I don’t know why, but I’m continually growing more afraid of heights. And falling from them. And landing.

I love a good view, especially from tall buildings or mountain ledges. I remind myself that I’m safe, and I work hard to shove my irrationality as deep into my gut as I can, to pretend it doesn’t exist.

When I was perhaps eight years old, I had my first vision of a fall. I imagined that my eyeglasses slid off the bridge of my nose and fell from the observation deck of the Empire State Building. Those with poor eyesight will admit how precious eyeglasses are, how they represent our connection with the world around us, and how losing them — at least for the first several hours — is like losing a member of the family. As a young boy, my “vision” of the end-over-end loss of my world was apparently too much for me, because ever since I have grown increasingly nervous at the edges of the world.

Today, it is hard for me to put my forehead against a top-floor window, to step onto a balcony, to stand at a high guardrail, and to climb a long ladder. I hide this from my kids, of course, because I know how awesome it is to see people the size of ants, and entire forests of fall colors, and shining mountain valleys. And yet every one of my possessions is twisted around my arms and wrists, gripped in my hands, and shoved deep into my pockets. Even my neck is tucked down a bit, like the head on a turtle, lest I lose my glasses. It’s like standing over sewer grating with my cars keys out: someday, I am convinced, they will fall into the cracks and never come back out.
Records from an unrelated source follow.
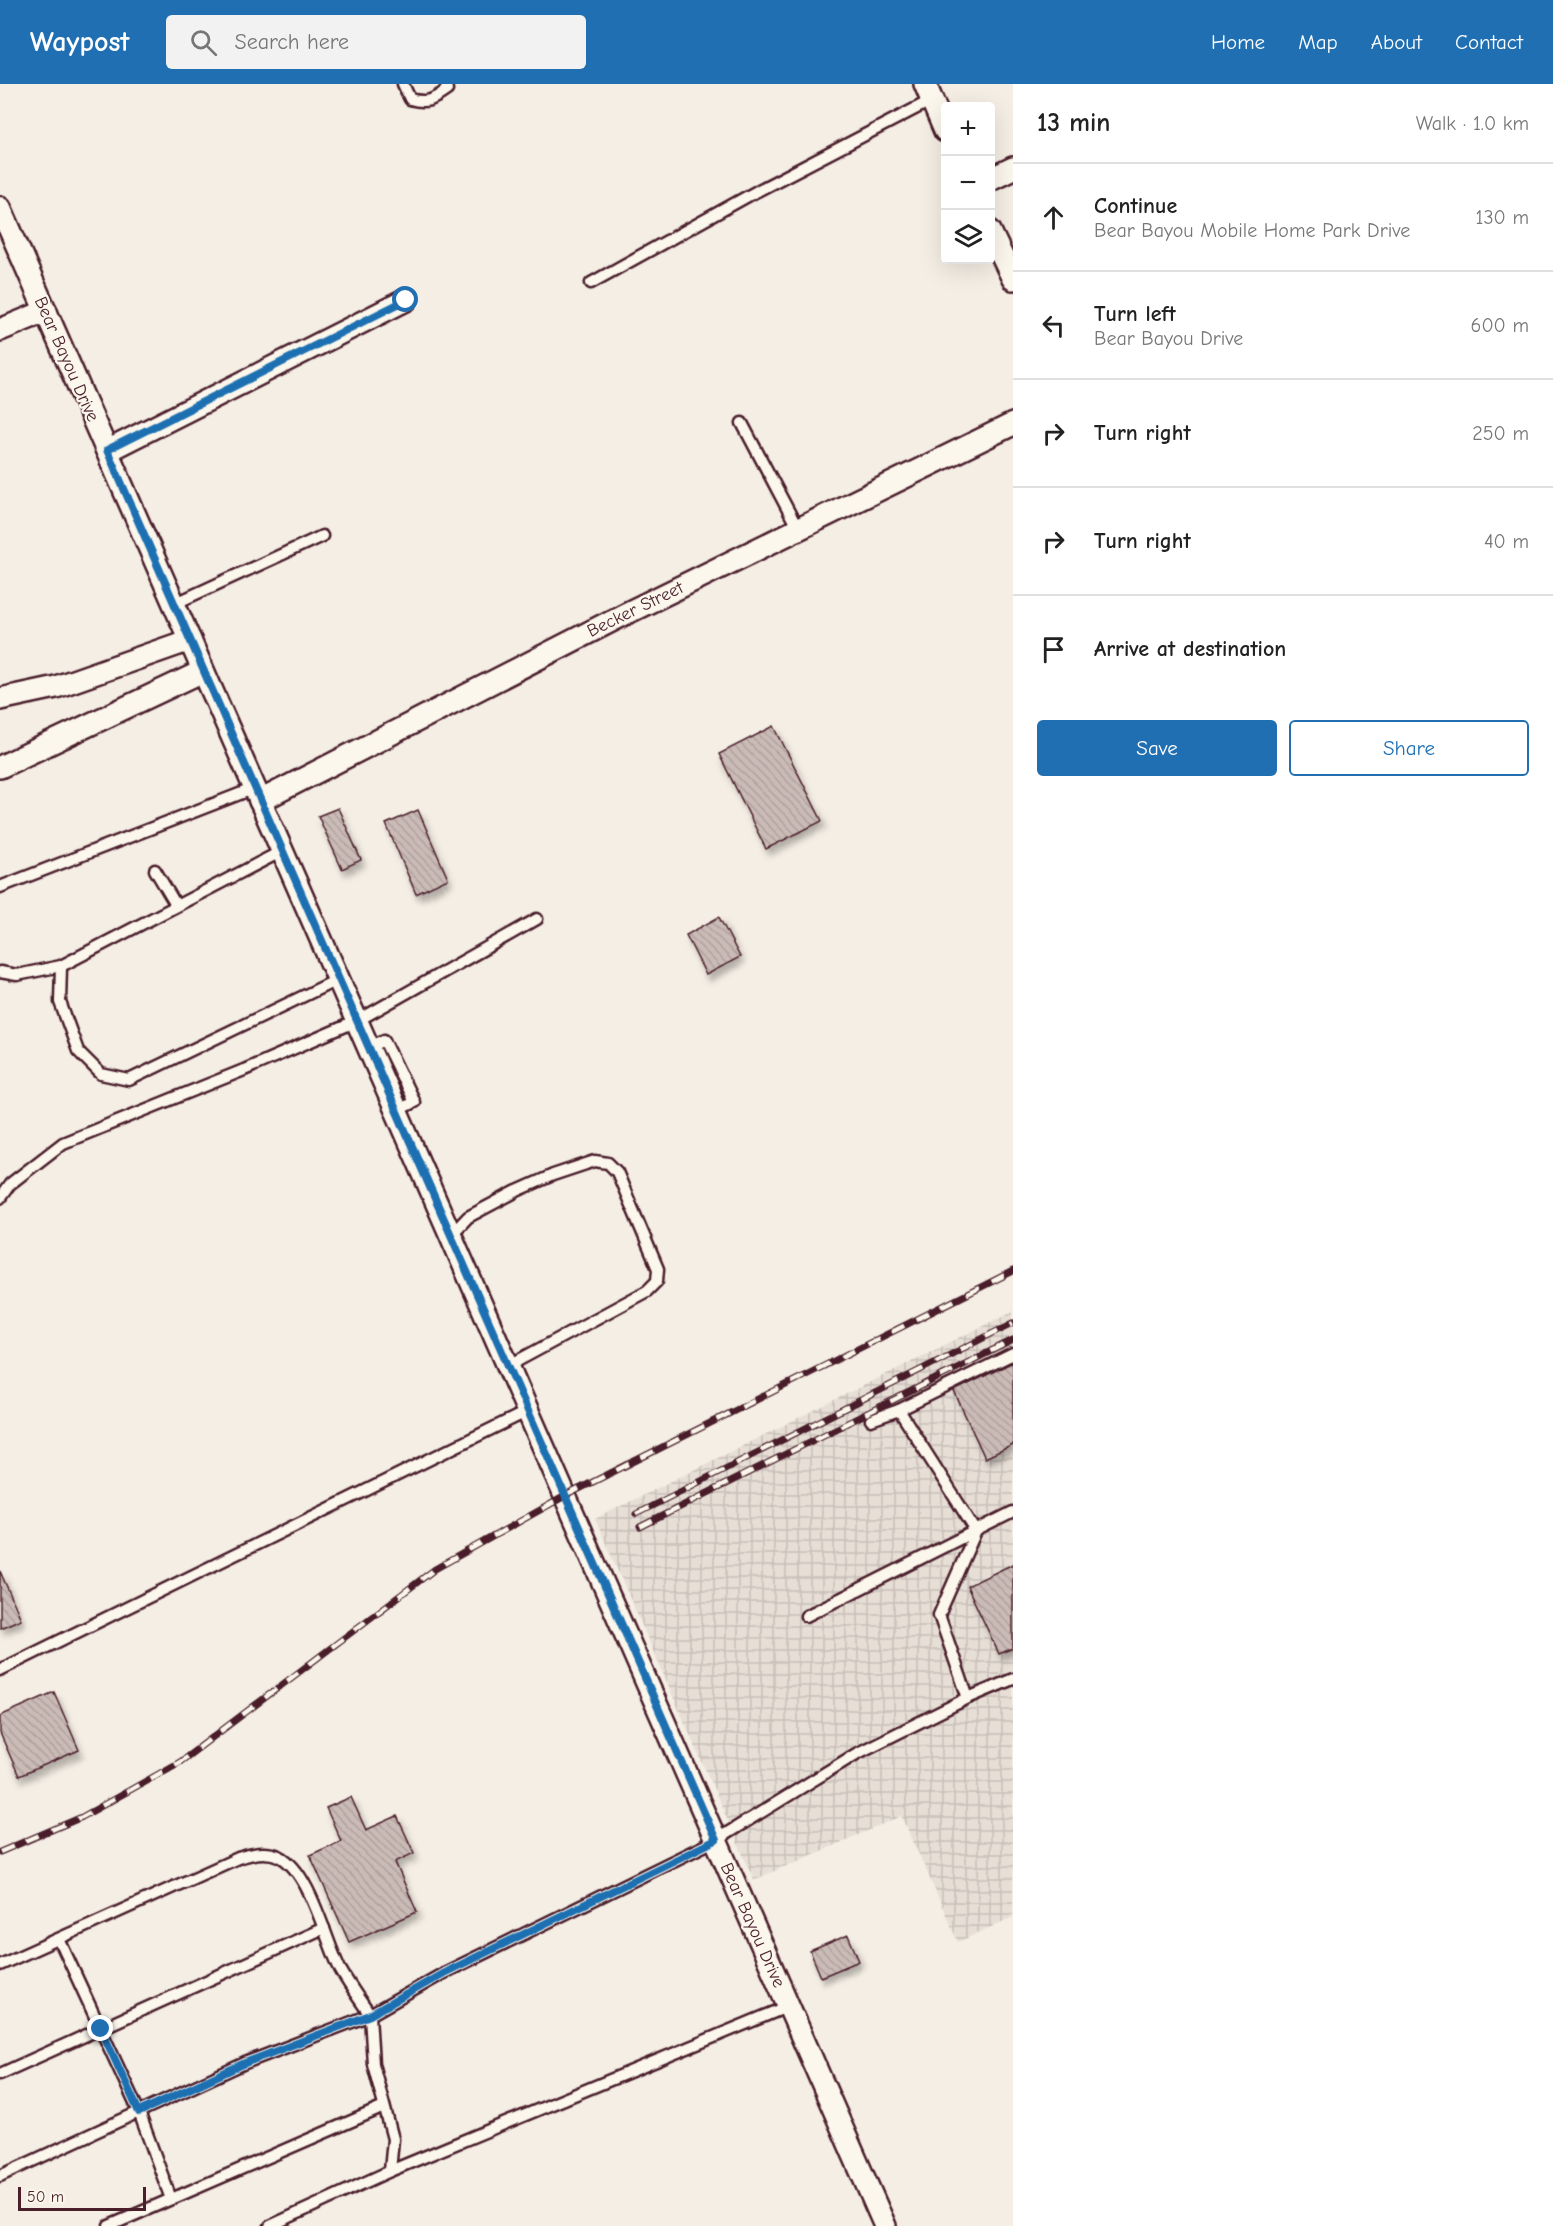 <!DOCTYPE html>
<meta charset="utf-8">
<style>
body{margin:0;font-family:"Comic Neue",sans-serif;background:#f2f2f2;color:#222}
.controls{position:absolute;right:18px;top:18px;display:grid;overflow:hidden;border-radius:6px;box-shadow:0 6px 24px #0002}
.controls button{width:54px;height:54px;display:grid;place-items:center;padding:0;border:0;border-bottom:2px solid #e0e0e0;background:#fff;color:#222;font:30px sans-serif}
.scale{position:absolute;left:18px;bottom:15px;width:128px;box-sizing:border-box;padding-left:6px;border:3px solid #4a1f2b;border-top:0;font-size:16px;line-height:21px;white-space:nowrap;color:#4a1f2b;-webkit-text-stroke:4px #fbf7ec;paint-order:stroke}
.stop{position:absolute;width:18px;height:18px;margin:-14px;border:4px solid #1f6fb2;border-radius:50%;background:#fff}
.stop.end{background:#1f6fb2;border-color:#fff;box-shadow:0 2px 6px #0008}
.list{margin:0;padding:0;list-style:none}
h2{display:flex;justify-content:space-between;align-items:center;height:78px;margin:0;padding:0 24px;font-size:26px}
h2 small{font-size:20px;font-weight:400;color:#767676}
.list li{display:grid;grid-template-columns:39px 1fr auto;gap:18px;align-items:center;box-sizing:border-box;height:108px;padding:0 24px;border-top:2px solid #e0e0e0}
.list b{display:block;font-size:22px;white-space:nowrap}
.list p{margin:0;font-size:20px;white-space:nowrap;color:#767676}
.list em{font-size:20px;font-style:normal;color:#767676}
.actions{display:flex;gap:12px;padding:18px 24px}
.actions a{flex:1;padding:14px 0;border:2px solid #1f6fb2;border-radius:6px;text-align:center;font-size:21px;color:#1f6fb2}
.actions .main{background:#1f6fb2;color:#fff}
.icon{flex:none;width:33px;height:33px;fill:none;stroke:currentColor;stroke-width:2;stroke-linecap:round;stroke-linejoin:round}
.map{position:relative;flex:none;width:1013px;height:2142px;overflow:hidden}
header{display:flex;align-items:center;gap:36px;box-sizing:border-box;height:84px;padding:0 30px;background:#1f6fb2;color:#fff}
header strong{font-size:28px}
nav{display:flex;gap:33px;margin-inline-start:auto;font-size:21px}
.search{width:420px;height:54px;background:#f2f2f2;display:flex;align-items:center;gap:15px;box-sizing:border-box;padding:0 21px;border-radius:6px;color:#767676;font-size:22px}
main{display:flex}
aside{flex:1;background:#fff}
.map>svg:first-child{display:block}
.industrial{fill:url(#industrial-grid)}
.building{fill:url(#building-back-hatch);stroke:#4a1f2b;stroke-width:1.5;filter:url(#shadow)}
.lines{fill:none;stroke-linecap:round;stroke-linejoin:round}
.service-casing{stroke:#4a1f2b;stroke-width:15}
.minor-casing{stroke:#4a1f2b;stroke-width:26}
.service{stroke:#fbf7ec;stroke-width:10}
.minor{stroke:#fbf7ec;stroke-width:21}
.rail-casing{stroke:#4a1f2b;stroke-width:7}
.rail{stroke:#fbf7ec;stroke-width:4.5;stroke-dasharray:14;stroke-linecap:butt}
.route{stroke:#1f6fb2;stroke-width:8}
.labels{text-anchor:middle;stroke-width:4.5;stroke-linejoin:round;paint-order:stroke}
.street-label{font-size:18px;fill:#4a1f2b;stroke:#fbf7ec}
</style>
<header>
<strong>Waypost</strong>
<div class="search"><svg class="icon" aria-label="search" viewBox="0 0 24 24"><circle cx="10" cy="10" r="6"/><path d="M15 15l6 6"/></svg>Search here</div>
<nav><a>Home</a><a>Map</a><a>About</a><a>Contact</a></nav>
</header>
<main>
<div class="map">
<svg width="1013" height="2142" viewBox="0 0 1013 2142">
<defs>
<pattern id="industrial-grid" width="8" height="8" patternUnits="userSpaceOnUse" patternTransform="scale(1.5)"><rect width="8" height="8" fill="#e7dfd6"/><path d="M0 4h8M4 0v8" fill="none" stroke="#c8bfb8"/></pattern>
<pattern id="building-back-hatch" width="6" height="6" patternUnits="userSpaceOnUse" patternTransform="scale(1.5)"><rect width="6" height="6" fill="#cabbb6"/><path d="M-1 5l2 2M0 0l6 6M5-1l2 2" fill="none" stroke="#afa09d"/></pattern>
<filter id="shadow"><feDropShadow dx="3.5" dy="6" stdDeviation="3" flood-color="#0004"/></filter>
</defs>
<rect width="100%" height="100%" fill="#f4eee4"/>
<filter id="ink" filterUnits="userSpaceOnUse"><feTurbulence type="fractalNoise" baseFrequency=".0167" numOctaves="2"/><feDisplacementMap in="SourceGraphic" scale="12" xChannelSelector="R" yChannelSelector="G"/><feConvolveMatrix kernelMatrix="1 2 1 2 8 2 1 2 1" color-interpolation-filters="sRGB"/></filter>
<g filter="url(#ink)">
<!-- industrial -->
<polygon class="industrial" points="1013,1227 1013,1833 958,1858 902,1732 754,1796 595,1435"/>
<!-- building -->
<g class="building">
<polygon points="774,642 822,737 766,765 719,670"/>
<polygon points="338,724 361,776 342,785 318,732"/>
<polygon points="418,726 448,795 416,810 386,740"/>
<polygon points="719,833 740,873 706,891 686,851"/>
<polygon points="1013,1278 1013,1361 985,1374 954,1307"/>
<polygon points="1013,1480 1013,1564 999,1570 967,1502"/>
<polygon points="0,1487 21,1535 0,1544"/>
<polygon points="54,1608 79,1666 19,1692 0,1649 0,1632"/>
<polygon points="351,1713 366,1746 397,1732 414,1769 395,1778 417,1828 349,1858 310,1771 341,1757 326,1724"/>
<polygon points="848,1851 859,1877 821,1893 810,1867"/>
</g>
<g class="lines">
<defs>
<g id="service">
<path d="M403 0 410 15C427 20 433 16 447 6L446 0"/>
<polyline points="591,199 757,107 932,16"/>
<polyline points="742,339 798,445"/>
<polyline points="174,520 322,452"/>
<polyline points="155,786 176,821"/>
<polyline points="0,803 255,704"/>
<polyline points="61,882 60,918 78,967 101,990 129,996 339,895"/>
<polyline points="0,888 17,891 61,882 282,767"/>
<polyline points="369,964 384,956 414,1018 396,1027"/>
<polyline points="0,1114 10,1100 63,1059 244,986 357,937 537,835"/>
<polyline points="451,1151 468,1133 517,1107 553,1091 595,1077 608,1079 617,1088 658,1185 657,1197 647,1207 508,1282"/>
<polyline points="899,1326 1013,1270"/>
<polyline points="871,1336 899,1326 976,1447 939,1531 968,1614"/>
<polyline points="806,1532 1013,1428"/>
<polyline points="0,1586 528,1327"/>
<polyline points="59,1855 139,2028 171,2115"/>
<path d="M0 1881 238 1774C251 1770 265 1766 279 1772 310 1787 325 1855 340 1885 349 1901 360 1916 370 1931L245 1979 0 2092"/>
<polyline points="0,1990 324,1844"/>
<polyline points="390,2087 393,2055 373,1980 370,1931 444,1889 716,1756 856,1670 968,1614 1013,1595"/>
<polyline points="109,2142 384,2023"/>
<polyline points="270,2142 390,2087 789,1922"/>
</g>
<g id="minor">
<polyline points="925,0 945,47"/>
<polyline points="990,95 1013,84"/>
<polyline points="0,123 885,2142"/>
<polyline points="990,147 1013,195"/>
<polyline points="0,246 46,227"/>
<polyline points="107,367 406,216"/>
<polyline points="0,615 56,603 190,556"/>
<polyline points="0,683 203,587"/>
<polyline points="260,717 625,530 1013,340"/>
</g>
</defs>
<!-- service casing -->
<use href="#service" class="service-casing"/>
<!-- minor casing -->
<use href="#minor" class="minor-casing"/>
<!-- service -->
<use href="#service" class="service"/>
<!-- minor -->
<use href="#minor" class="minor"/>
<defs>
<g id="rail">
<polyline points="636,1430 1013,1239"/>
<polyline points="640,1443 1013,1256"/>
<polyline points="0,1768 82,1733 180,1678 435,1485 565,1412 1013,1187"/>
</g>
</defs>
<!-- rail casing -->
<use href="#rail" class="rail-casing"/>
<!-- rail -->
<use href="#rail" class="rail"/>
</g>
</g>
<g class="lines" filter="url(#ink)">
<!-- route -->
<polyline class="route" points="101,1945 139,2028 245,1979 370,1931 444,1889 716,1756 107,366 406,216"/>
</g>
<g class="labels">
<!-- street labels -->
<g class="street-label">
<text transform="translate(67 275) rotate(66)" y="6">Bear Bayou Drive</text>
<text transform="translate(635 525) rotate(-26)" y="6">Becker Street</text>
<text transform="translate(753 1841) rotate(66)" y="6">Bear Bayou Drive</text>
</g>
</g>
</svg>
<div class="controls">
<button>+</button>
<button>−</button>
<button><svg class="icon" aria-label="layers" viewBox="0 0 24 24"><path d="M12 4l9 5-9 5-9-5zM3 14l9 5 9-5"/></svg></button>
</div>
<div class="scale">50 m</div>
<div class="stop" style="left:406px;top:216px"></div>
<div class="stop end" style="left:101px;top:1945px"></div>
</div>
<aside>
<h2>13 min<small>Walk · 1.0 km</small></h2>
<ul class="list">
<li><svg class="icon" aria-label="ahead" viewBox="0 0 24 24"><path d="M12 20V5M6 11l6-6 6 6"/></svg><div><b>Continue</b><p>Bear Bayou Mobile Home Park Drive</p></div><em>130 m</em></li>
<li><svg class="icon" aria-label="left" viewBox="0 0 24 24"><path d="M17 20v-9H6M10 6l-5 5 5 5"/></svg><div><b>Turn left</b><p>Bear Bayou Drive</p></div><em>600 m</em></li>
<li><svg class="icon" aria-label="right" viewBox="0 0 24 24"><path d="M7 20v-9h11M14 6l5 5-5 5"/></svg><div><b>Turn right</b></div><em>250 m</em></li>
<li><svg class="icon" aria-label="right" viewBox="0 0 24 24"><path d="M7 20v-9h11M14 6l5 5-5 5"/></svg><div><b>Turn right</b></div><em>40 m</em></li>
<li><svg class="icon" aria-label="arrive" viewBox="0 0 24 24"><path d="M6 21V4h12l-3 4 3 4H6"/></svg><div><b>Arrive at destination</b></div></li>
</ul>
<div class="actions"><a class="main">Save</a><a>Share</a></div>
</aside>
</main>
Of course, I fear more for my kids than for myself. As a parent, I can’t allow myself to call these fears unfounded; Oren has fallen down stairs twice in three years, though without injury. I have grown to hate staircases, even two-step staircases, especially near the top ledge. And that’s not all. Once he plunged head-first over the couch into the floor. I don’t know which was worse: his falling, or my watching.

I have a whole new perspective of the world now that I have kids. It’s bigger, and a whole lot less flat.